• ASSIGNED TASK: For every record that follows, transcribe the text exactly and leave any image out.

• TASK MATERIAL:
↓
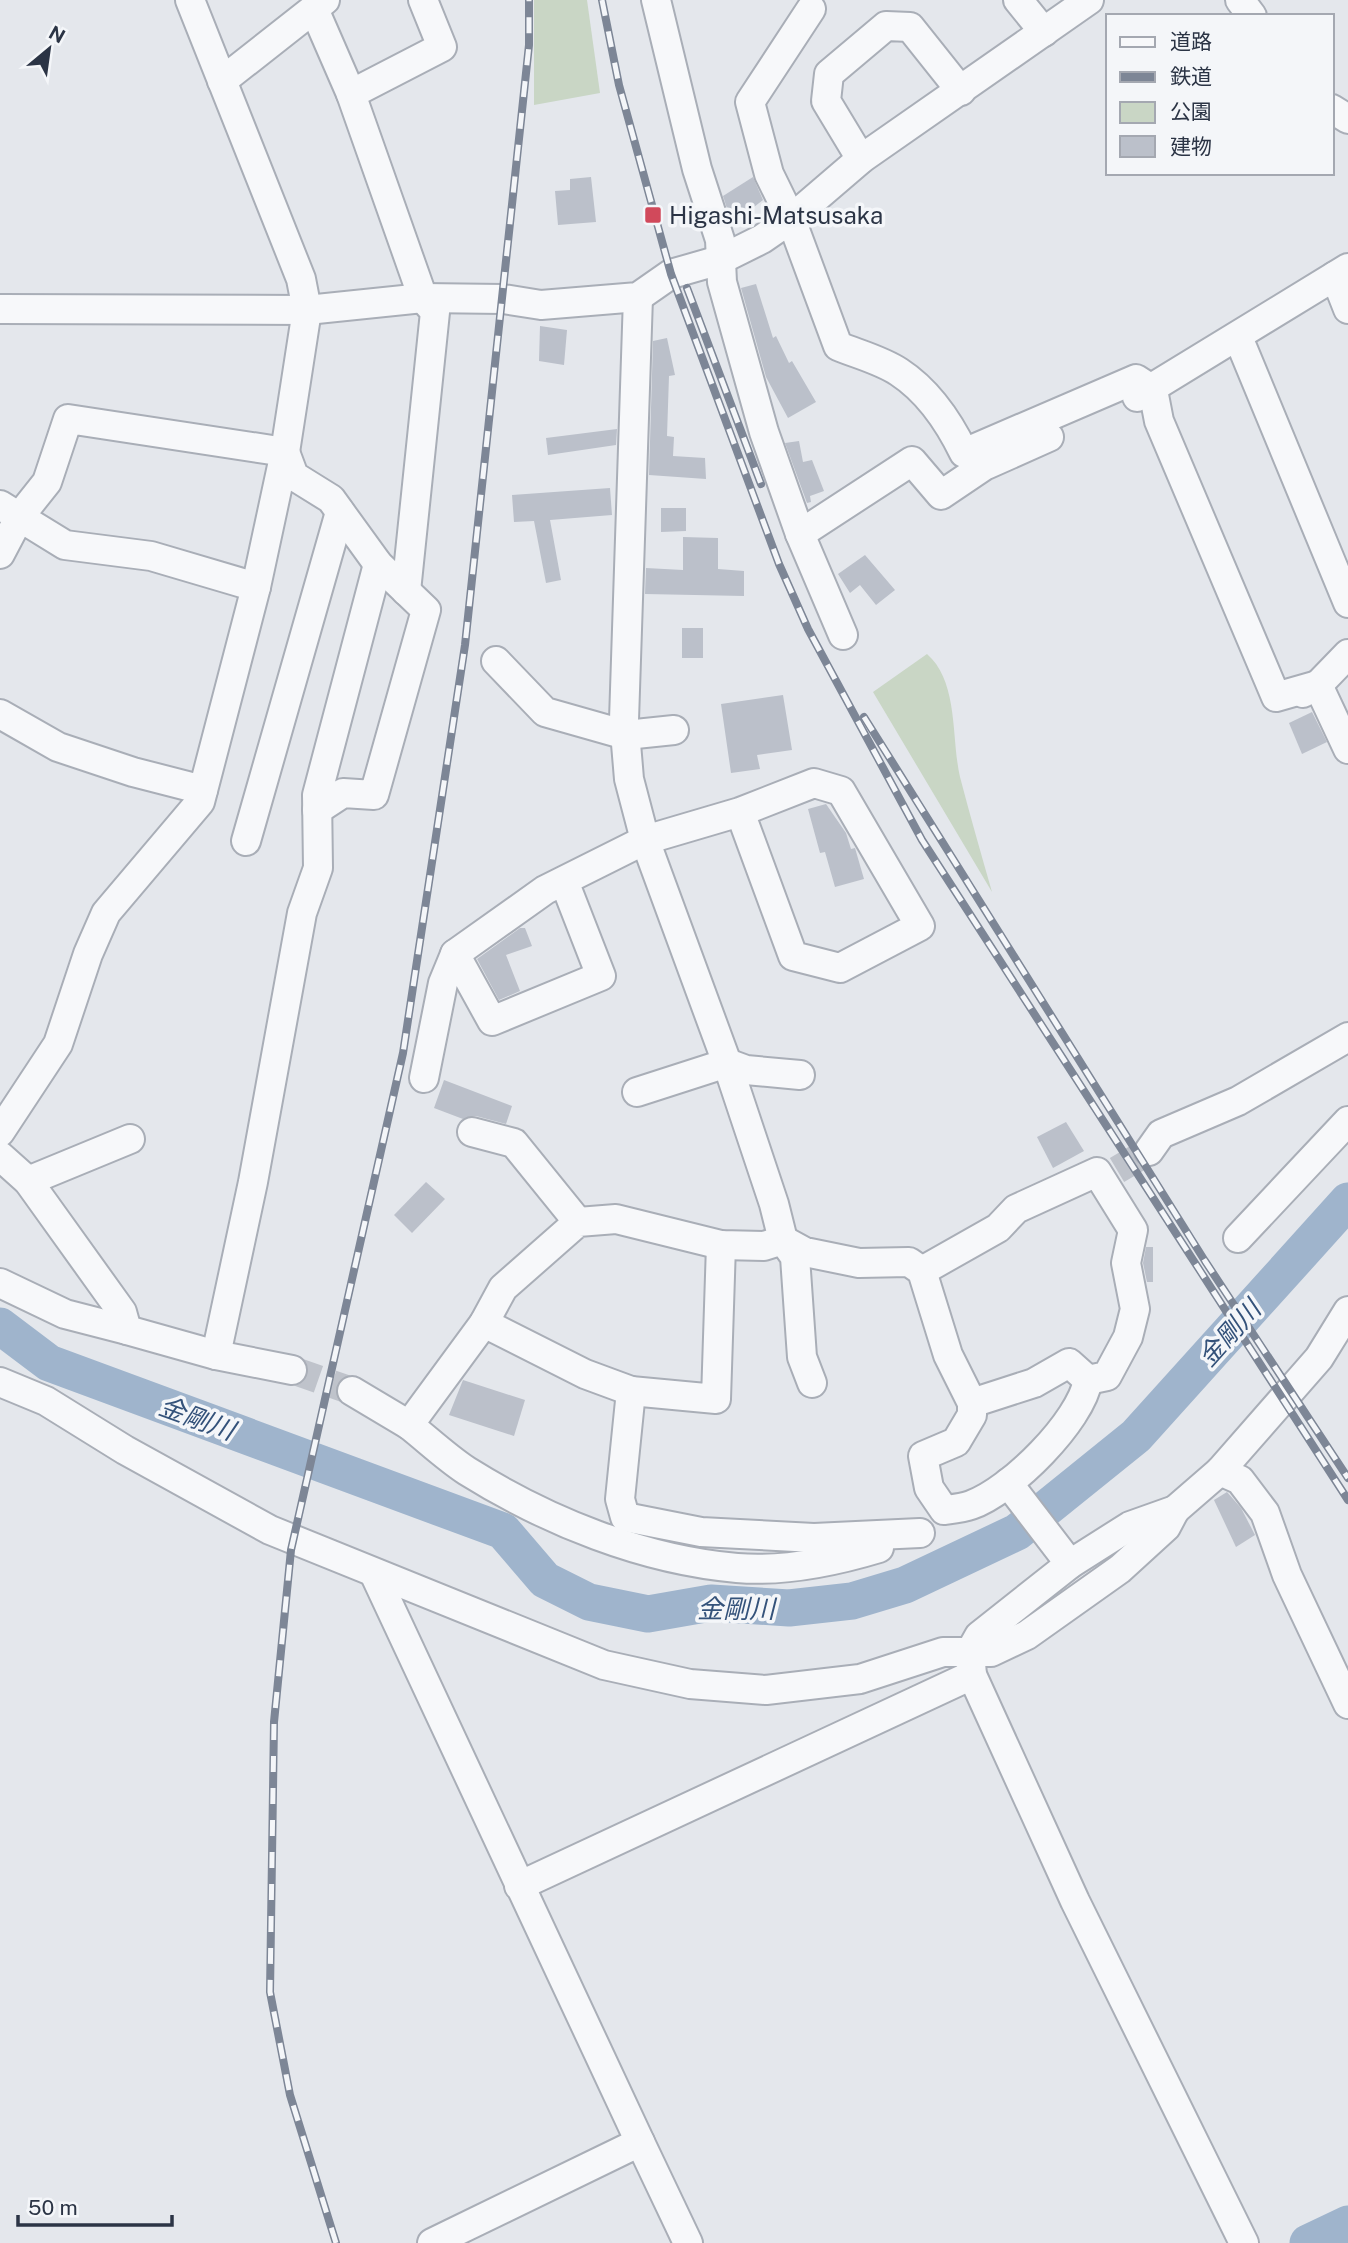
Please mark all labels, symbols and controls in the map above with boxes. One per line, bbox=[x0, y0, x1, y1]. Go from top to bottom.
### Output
north arrow bbox=[14, 14, 84, 84]
legend bbox=[1106, 14, 1334, 175]
text: N bbox=[45, 21, 69, 47]
text: 道路 bbox=[1170, 29, 1212, 54]
text: 鉄道 bbox=[1170, 64, 1212, 89]
text: 公園 bbox=[1170, 99, 1212, 124]
text: 建物 bbox=[1170, 134, 1212, 159]
place label: Higashi-Matsusaka bbox=[669, 201, 883, 229]
marker: Higashi-Matsusaka bbox=[643, 205, 663, 225]
water label: 金剛川 bbox=[1191, 1291, 1269, 1372]
water label: 金剛川 bbox=[155, 1390, 242, 1447]
water label: 金剛川 bbox=[697, 1593, 778, 1624]
scale bar bbox=[18, 2184, 172, 2228]
text: 50 m bbox=[28, 2195, 78, 2220]

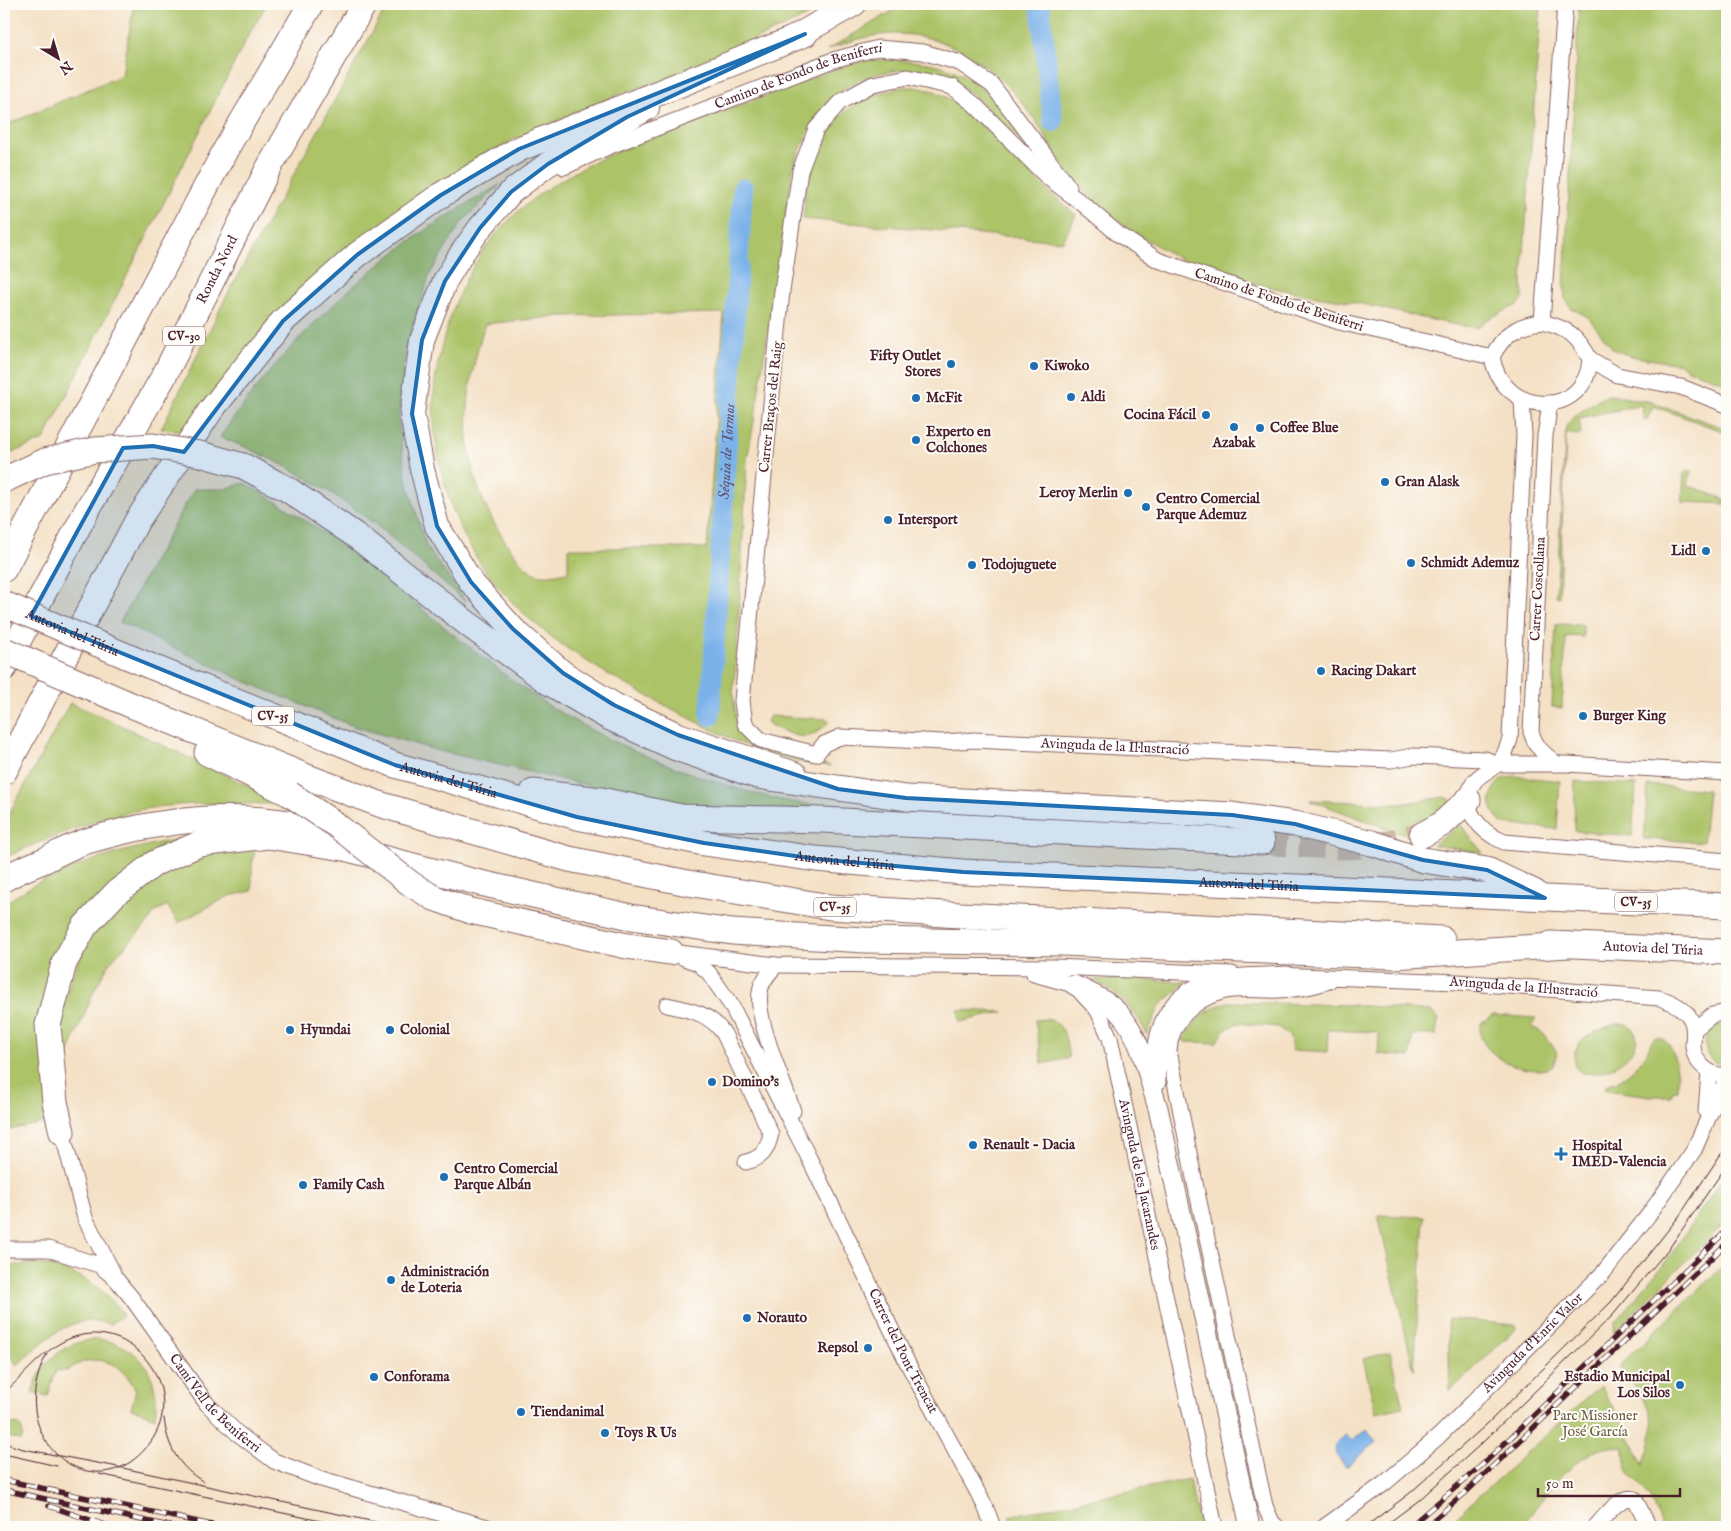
↑
• PROBLEM SOLUTION:
Please mark all labels, symbols and controls in the map above with boxes. One per line, bbox=[x0, y0, x1, y1]. Go from top to bottom.
### Output
north arrow bbox=[14, 14, 84, 84]
legend bbox=[1106, 14, 1334, 175]
text: N bbox=[45, 21, 69, 47]
text: 道路 bbox=[1170, 29, 1212, 54]
text: 鉄道 bbox=[1170, 64, 1212, 89]
text: 公園 bbox=[1170, 99, 1212, 124]
text: 建物 bbox=[1170, 134, 1212, 159]
place label: Higashi-Matsusaka bbox=[669, 201, 883, 229]
marker: Higashi-Matsusaka bbox=[643, 205, 663, 225]
water label: 金剛川 bbox=[1191, 1291, 1269, 1372]
water label: 金剛川 bbox=[155, 1390, 242, 1447]
water label: 金剛川 bbox=[697, 1593, 778, 1624]
scale bar bbox=[18, 2184, 172, 2228]
text: 50 m bbox=[28, 2195, 78, 2220]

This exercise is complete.